When I first began running I followed the Couch 2 5K Running Plan from coolrunning.  It is a very mild approach of walking/running and building up slowly to avoid injury over 9 weeks.  I loved the program, so I figured I would try it again.  It turned out that trying to run 3 days a week was too much, so I dropped it down to 2.  I have learned a lot about energy management, and for me, this is what I can handle.  I also believe the supplements I have been taking have helped with my energy and opened up more of my day to be able to exercise.  I have to run on days when I don’t have anything else going on, to give myself plenty of time to rest and recover.  Sometimes I have overdone it and suffered for a couple of days after with pain and fatigue.



This was one thing that was worth it to me to try and get back from my life before fibro.  I missed the quiet prayer time with just me and God (and usually my little one ridding in the stroller).  Getting out in nature (well, suburban nature) and feeling the sun on my skin.  It’s always been a great stress reliever for me, and given me a goal to work towards.  So once again I have set that goal of running the Tinkerbell ½ marathon someday.  Currently I am on week 7 of the C25K program although I have been running for 10 weeks now.  I feel great over all.  It has helped with energy, motivation, stress relief and more!

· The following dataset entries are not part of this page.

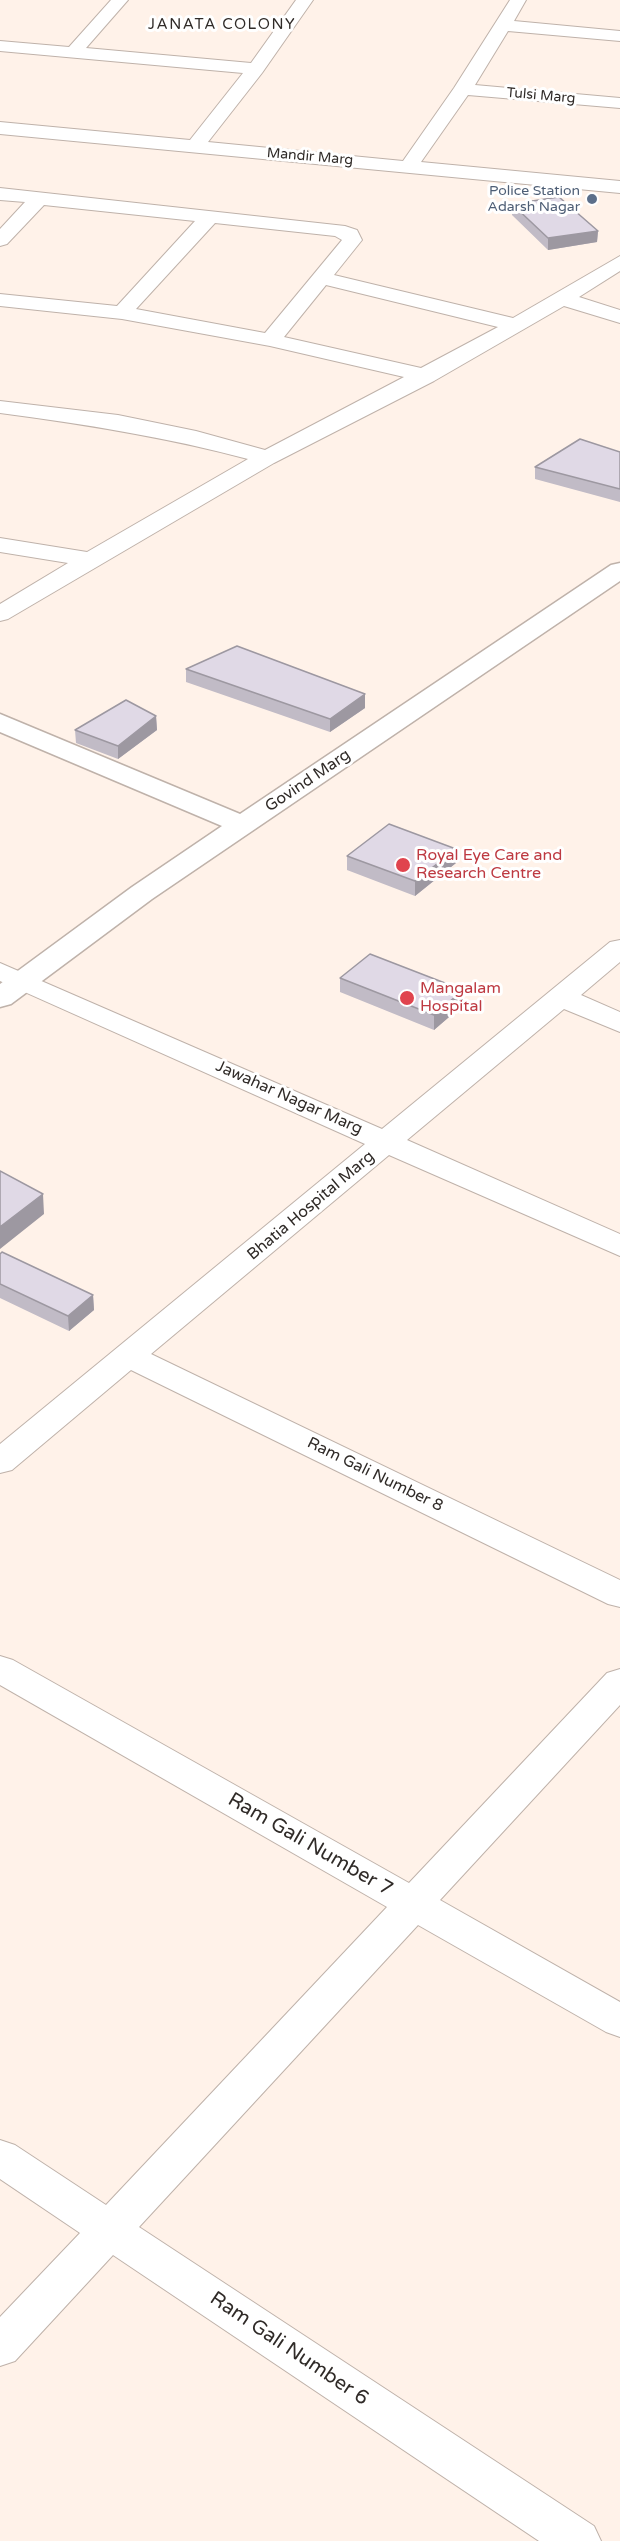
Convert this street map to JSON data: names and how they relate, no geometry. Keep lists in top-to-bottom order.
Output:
{
  "streets": {
    "street": [
      "Tulsi Marg",
      "Mandir Marg",
      "Govind Marg",
      "Jawahar Nagar Marg",
      "Bhatia Hospital Marg",
      "Ram Gali Number 8",
      "Ram Gali Number 7",
      "Ram Gali Number 6"
    ]
  },
  "crossings": [
    ["Govind Marg", "Jawahar Nagar Marg"],
    ["Jawahar Nagar Marg", "Bhatia Hospital Marg"],
    ["Bhatia Hospital Marg", "Ram Gali Number 8"]
  ],
  "districts": ["JANATA COLONY"],
  "places": ["Police Station Adarsh Nagar", "Royal Eye Care and Research Centre", "Mangalam Hospital"]
}
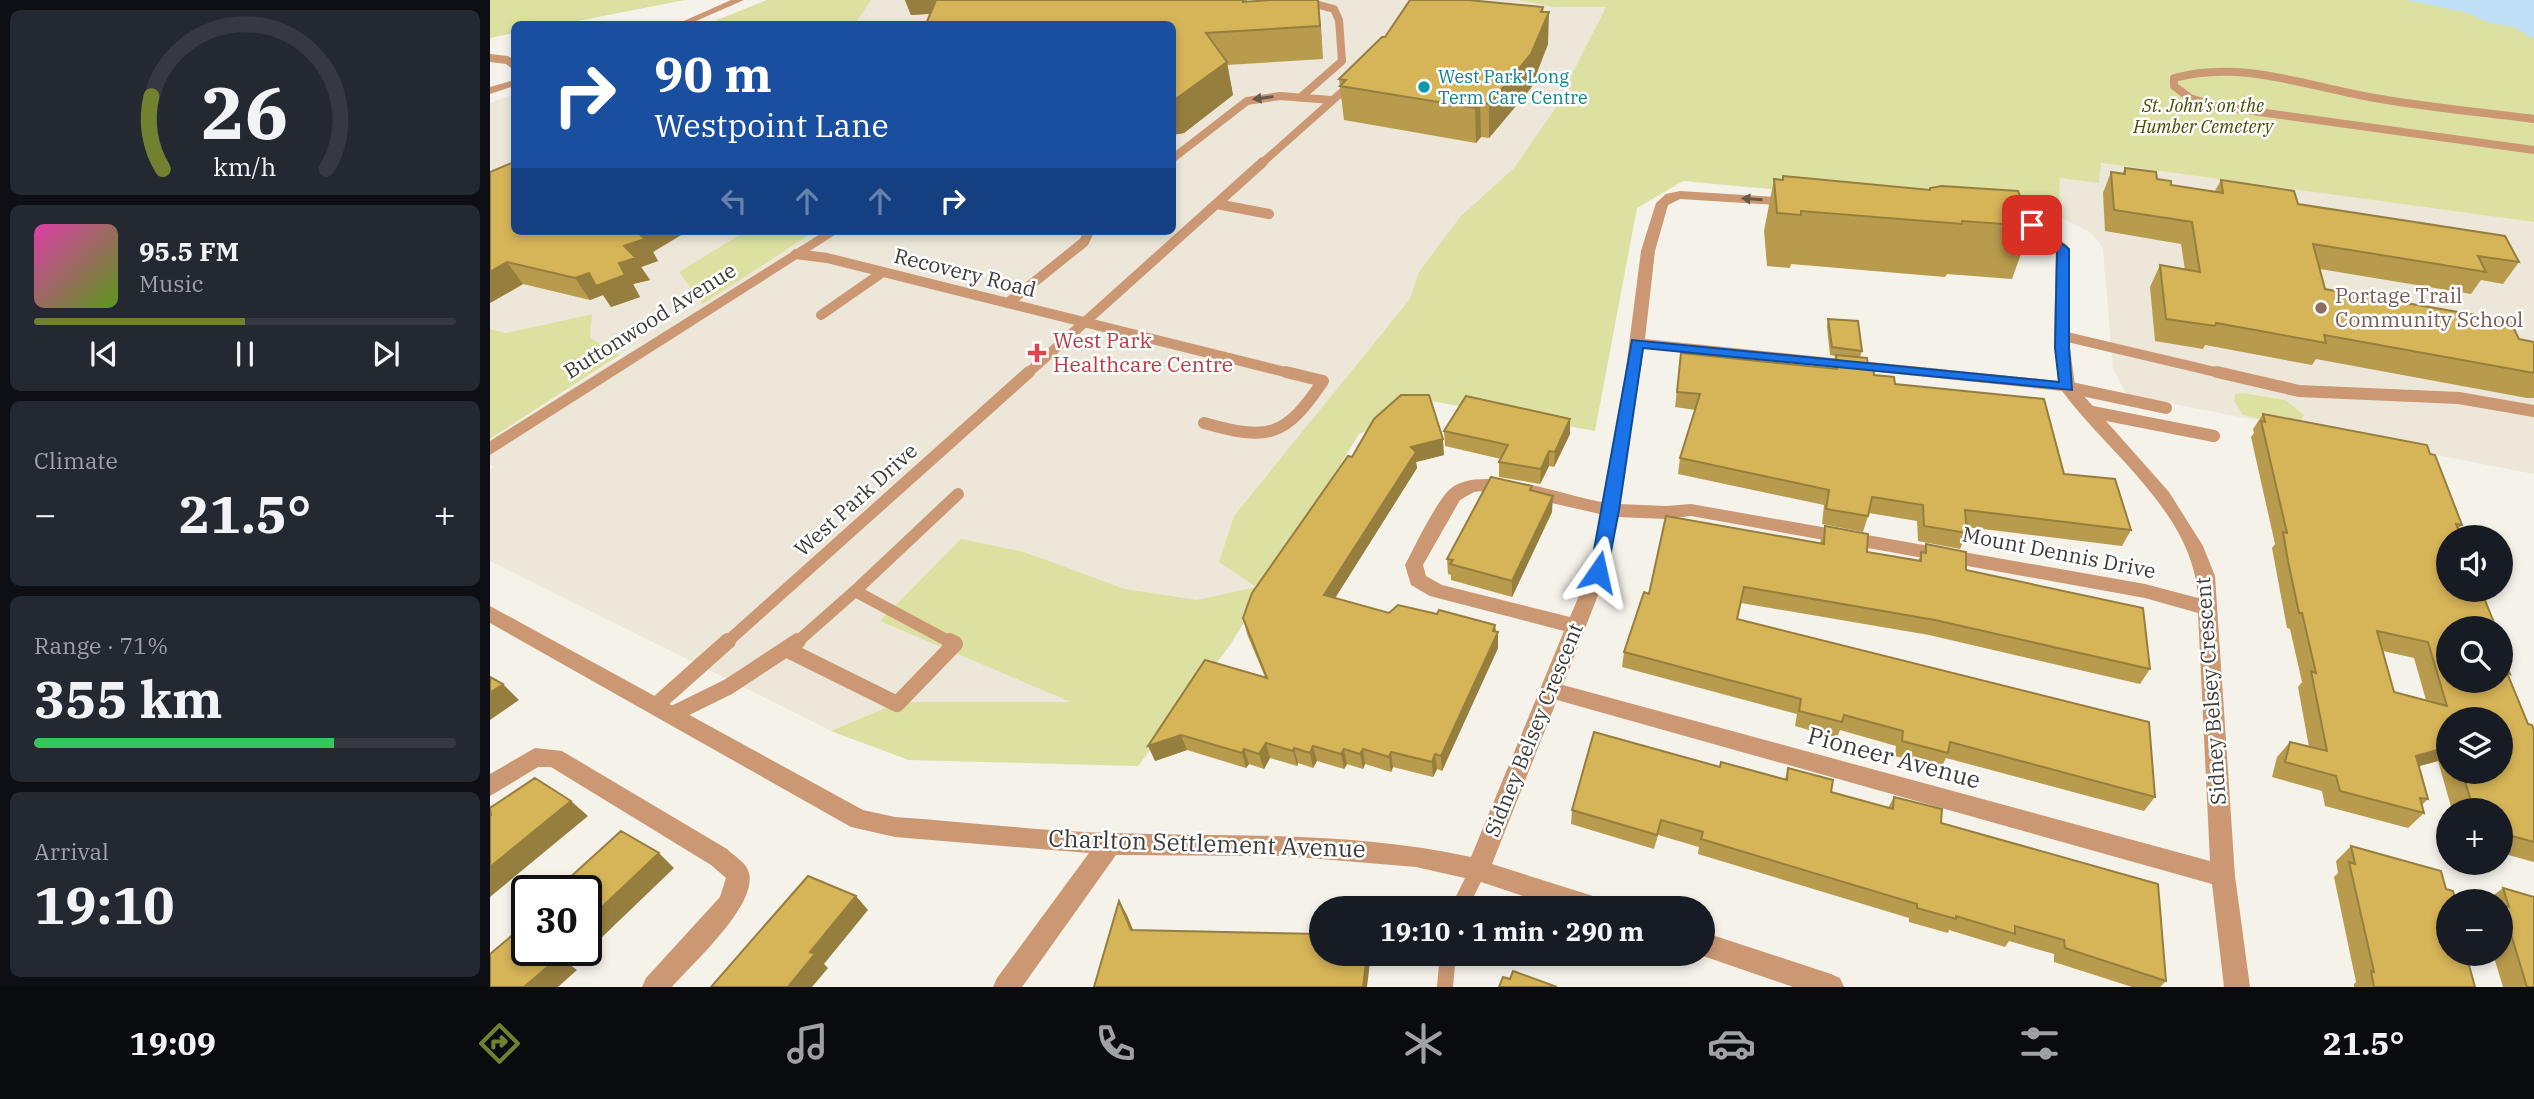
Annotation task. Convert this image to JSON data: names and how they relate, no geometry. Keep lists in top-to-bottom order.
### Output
{
  "streets": {
    "street": [
      "Buttonwood Avenue",
      "Mount Dennis Drive",
      "Sidney Belsey Crescent",
      "Pioneer Avenue",
      "Charlton Settlement Avenue"
    ],
    "lane": ["Recovery Road", "West Park Drive"]
  },
  "crossings": [
    ["Recovery Road", "Buttonwood Avenue"],
    ["Recovery Road", "West Park Drive"],
    ["West Park Drive", "Charlton Settlement Avenue"],
    ["Mount Dennis Drive", "Sidney Belsey Crescent"],
    ["Sidney Belsey Crescent", "Pioneer Avenue"],
    ["Sidney Belsey Crescent", "Charlton Settlement Avenue"]
  ],
  "parks": ["St. John's on the Humber Cemetery"],
  "places": {
    "other": ["West Park Long Term Care Centre", "Portage Trail Community School"],
    "health": ["West Park Healthcare Centre"]
  },
  "page": {
    "turn": ["90 m", "Westpoint Lane"],
    "song": ["95.5 FM", "Music"],
    "tile": [
      "Climate",
      ["Range · 71%", "355 km"],
      ["Arrival", "19:10"]
    ],
    "heat": ["−", "21.5°", "+"],
    "map_buttons": ["+", "−"],
    "limit": "30",
    "trip": "19:10 · 1 min · 290 m",
    "tabs": ["19:09", "21.5°"],
    "gauge": ["26", "km/h"]
  }
}
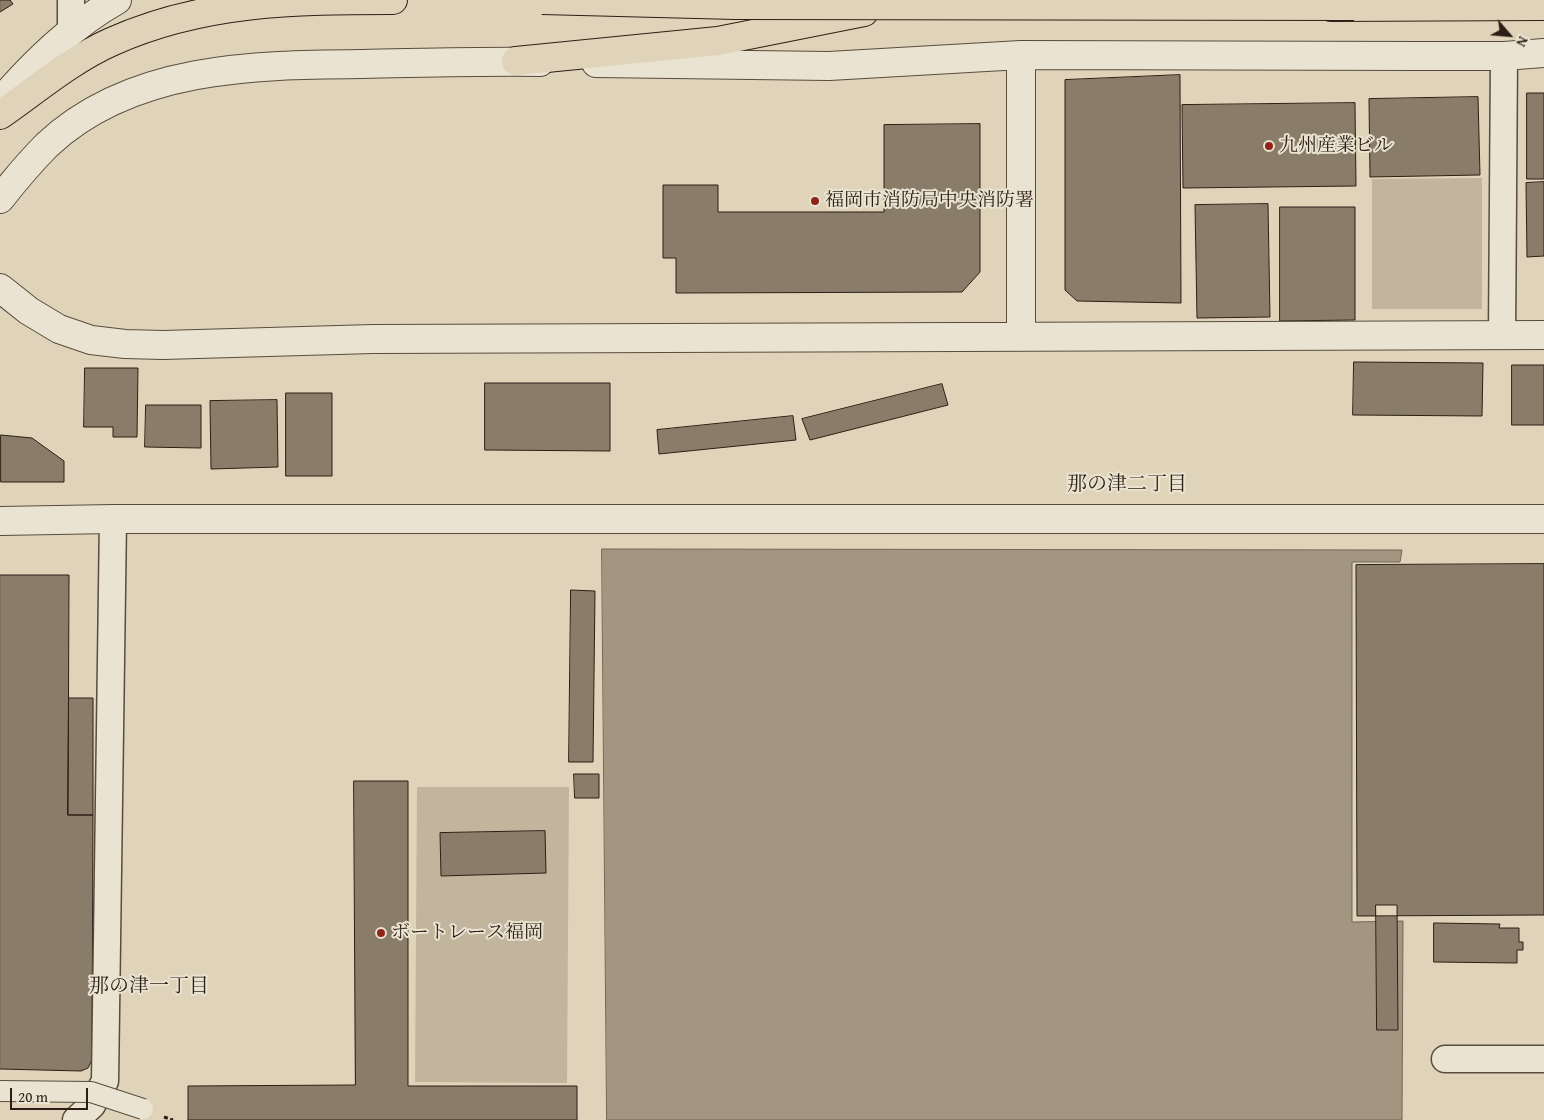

I want to point out that I am NOT telling you to go out and run.  This may not be right for you.  I also understand that I may not be able to do this forever.  You should seek advice from your Dr. about what type of exercise is best for you.  Start slow and build up slowly.  The normal recommendations for people with fibro are
low impact; walking, yoga and aqua therapy.  Even with those
you must build up slowly.
It takes time! 

What do you do for exercise?






Monday, July 23, 2012

Priorities - Where Does Fibromyalgia Fit?



It sure takes a lot of time and effort to revamp your life.  Lots of reading, studying, testing and practicing.  I feel sometimes like this is a new job.  I guess it is.  I have spent hours and hours reading, and talking with others who are living with fibromyalgia, trying to find what God leads me to put into practice in my own life as steps towards healing.  This can quickly take over your whole life,  putting God and family responsibilities on the back-burner!  I KNOW that is not what God wants for me, so where does getting healthy fit into my priorities?
Here is an illustration that shows the Circles of Priority for a Christian Adult according to
Bearing Fruit in God's Family by NavPress:




After talking about this with my husband we came up with the idea that for me, fibro should fall between “Work” (I should point out that "Work" does not necessarily mean a paying job) and “Other."  We’ll call it “Self/Health,” not “selfishness,”  but “Self/Health.”  This is the place to work on getting healthy.  My list for “Self/Health” would include; 

-reading/research on my illness
-healthy eating
-supplements
-exercise (which for me includes lots of prayer time & scripture meditation)
-Dr. appointments
-resting (which could lead back to God)
-blogging (which could also be helping others)

Maybe you would add massage, chiropractor or acupuncture.  Whatever you do that surrounds your illness and healing.  All of these are important and have a place on our priority list.   Here is my new visual which you can grab, print & customize with your own priorities:


 

Certainly there are times in people’s lives where health needs to be moved up on the list.  If you are hospitalized, or going through something like Cancer, your priorities may look different for a season.  When your illness has you so down (physically or emotionally) that you can no longer do the things on your priority list, that is a problem that needs to be addressed.  You should seek help to get things under control.

As I spoke about in a previous post, Job - Help for the Hurting, God allows things to happen in our lives for the purpose of bringing us closer to Him.  Don’t let anything get in the way of that relationship!

My point is this.  Let’s not let fibromyalgia (or whatever illness you have) take over our lives to the point where we are ineffective Christians.

Let’s put it in its place.





Thursday, July 19, 2012

New Habit – Supplements



I hate pills.  Always have.  I’m not one to take them unless it’s absolutely necessary.  Just the idea usually turns my weak stomach.  Let’s face it though; we are not getting the nutrients we need from our food.  People with fibromyalgia are often deficient in certain vitamins and minerals, and may need some help getting our bodies back to the right levels.  It IS necessary.  My Dr. recommended a few for me, and like I mentioned in a previous post, Figuring out Fibromyalgia, one of the things suggested was to take a few supplements.  So I decided to give it a try and see if it made any difference for me.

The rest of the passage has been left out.